◆ Problem statement:
Copy out each line of the data that includes the string "names".

[[ Exercise data open ]]

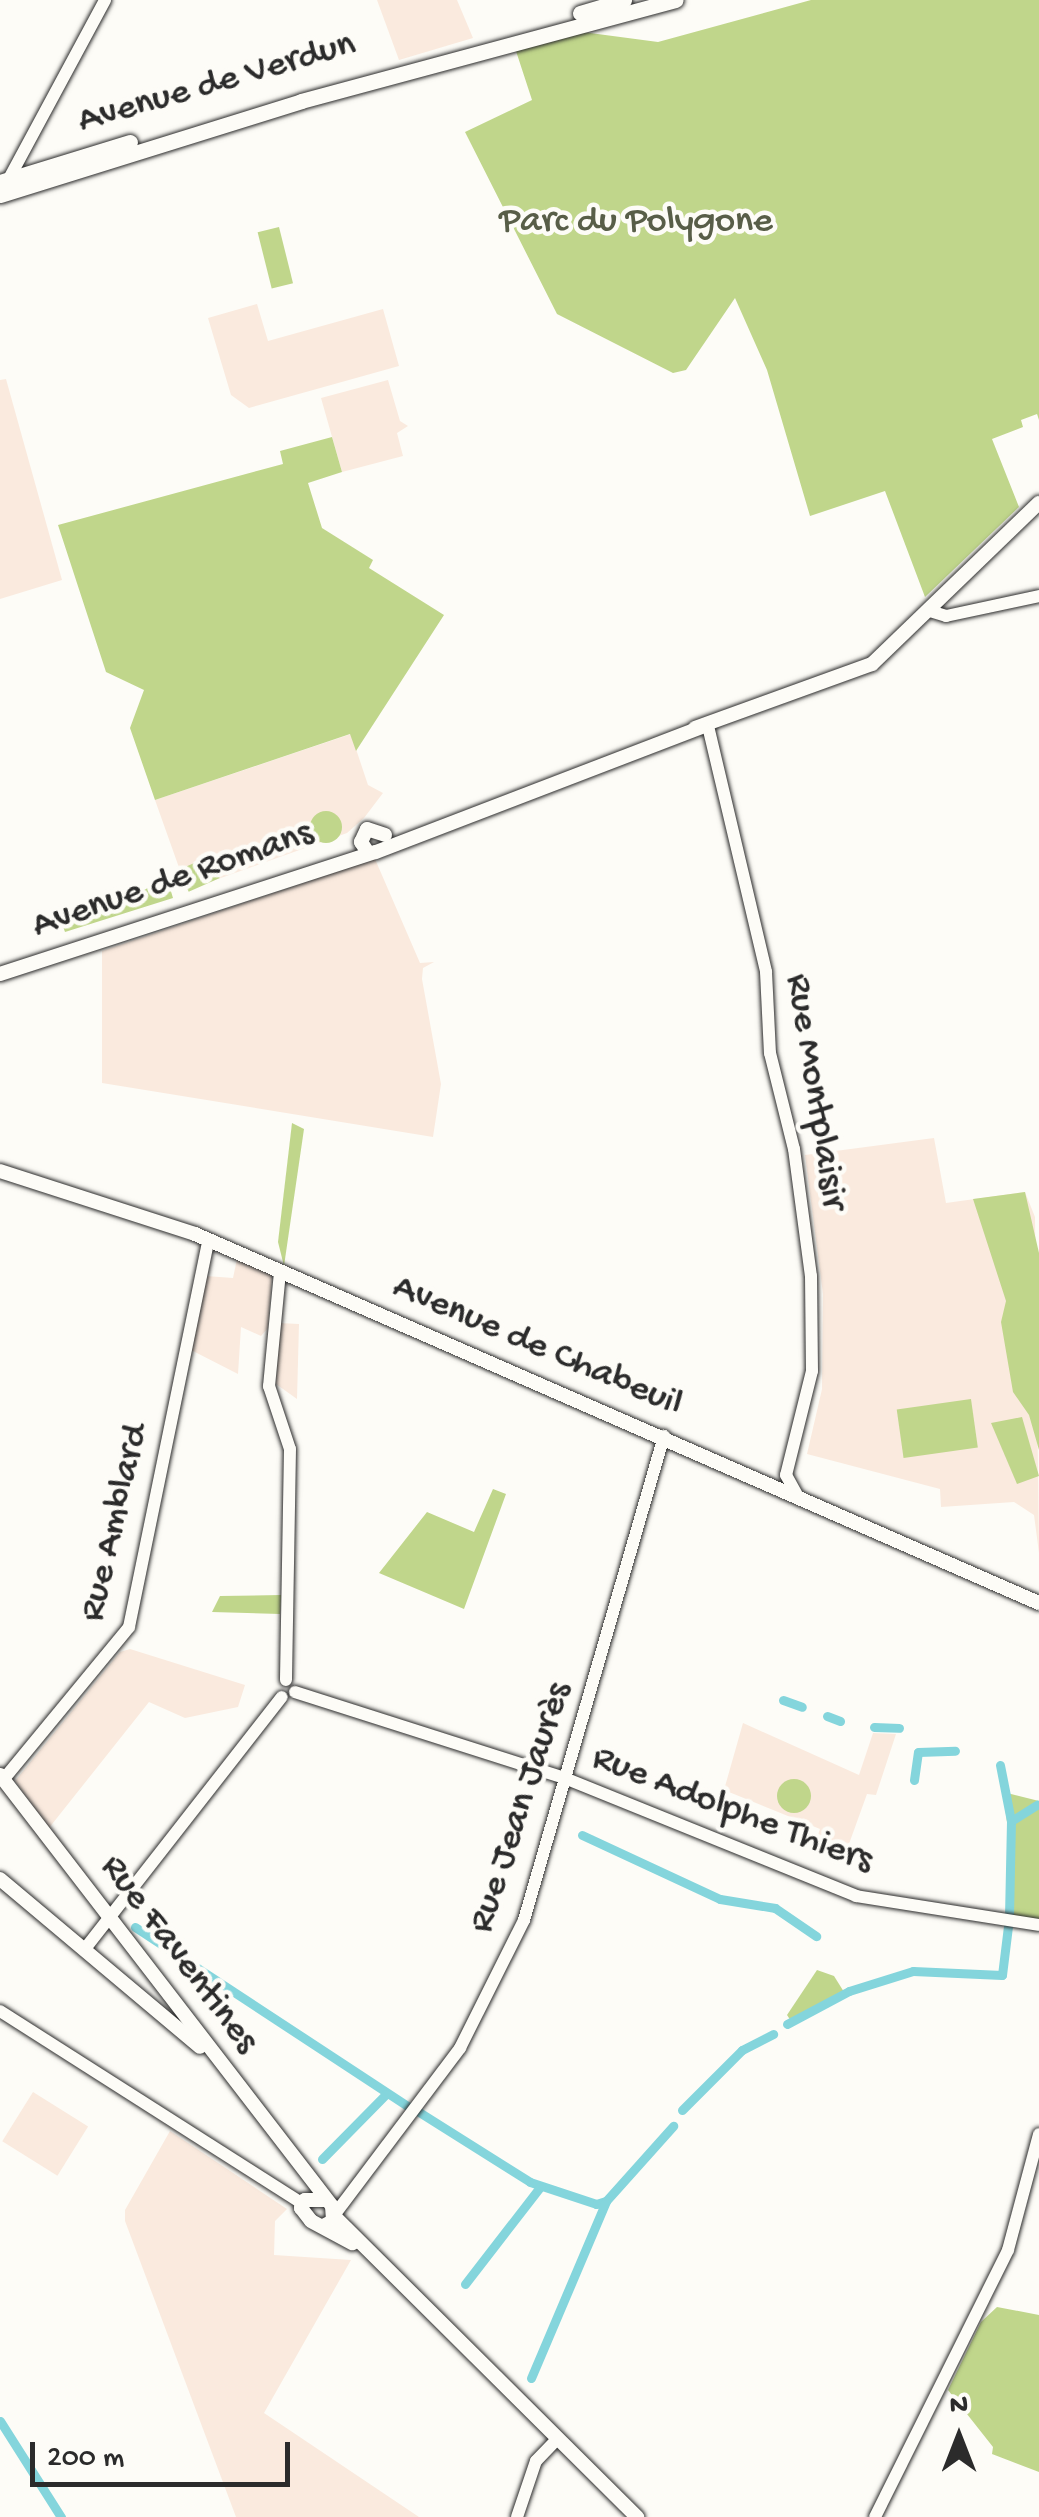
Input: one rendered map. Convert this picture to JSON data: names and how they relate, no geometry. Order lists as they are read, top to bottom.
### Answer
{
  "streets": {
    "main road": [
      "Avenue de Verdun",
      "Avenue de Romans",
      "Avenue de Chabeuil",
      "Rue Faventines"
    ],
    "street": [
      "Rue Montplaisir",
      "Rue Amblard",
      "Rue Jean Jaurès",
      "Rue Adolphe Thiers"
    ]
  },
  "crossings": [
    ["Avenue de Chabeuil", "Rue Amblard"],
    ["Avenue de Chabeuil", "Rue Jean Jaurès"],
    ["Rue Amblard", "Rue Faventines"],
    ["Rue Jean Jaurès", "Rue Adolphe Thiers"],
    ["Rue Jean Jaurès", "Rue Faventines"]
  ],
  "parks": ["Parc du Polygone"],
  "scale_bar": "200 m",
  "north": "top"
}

[[ Exercise data closed ]]
[[ Exercise data open ]]

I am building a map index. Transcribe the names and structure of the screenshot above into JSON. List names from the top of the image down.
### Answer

[[ Exercise data closed ]]

◆ Output of the exercise:
Input: one rendered map. Convert this picture to JSON data: names and how they relate, no geometry. Order lists as they are read, top to bottom.
I am building a map index. Transcribe the names and structure of the screenshot above into JSON. List names from the top of the image down.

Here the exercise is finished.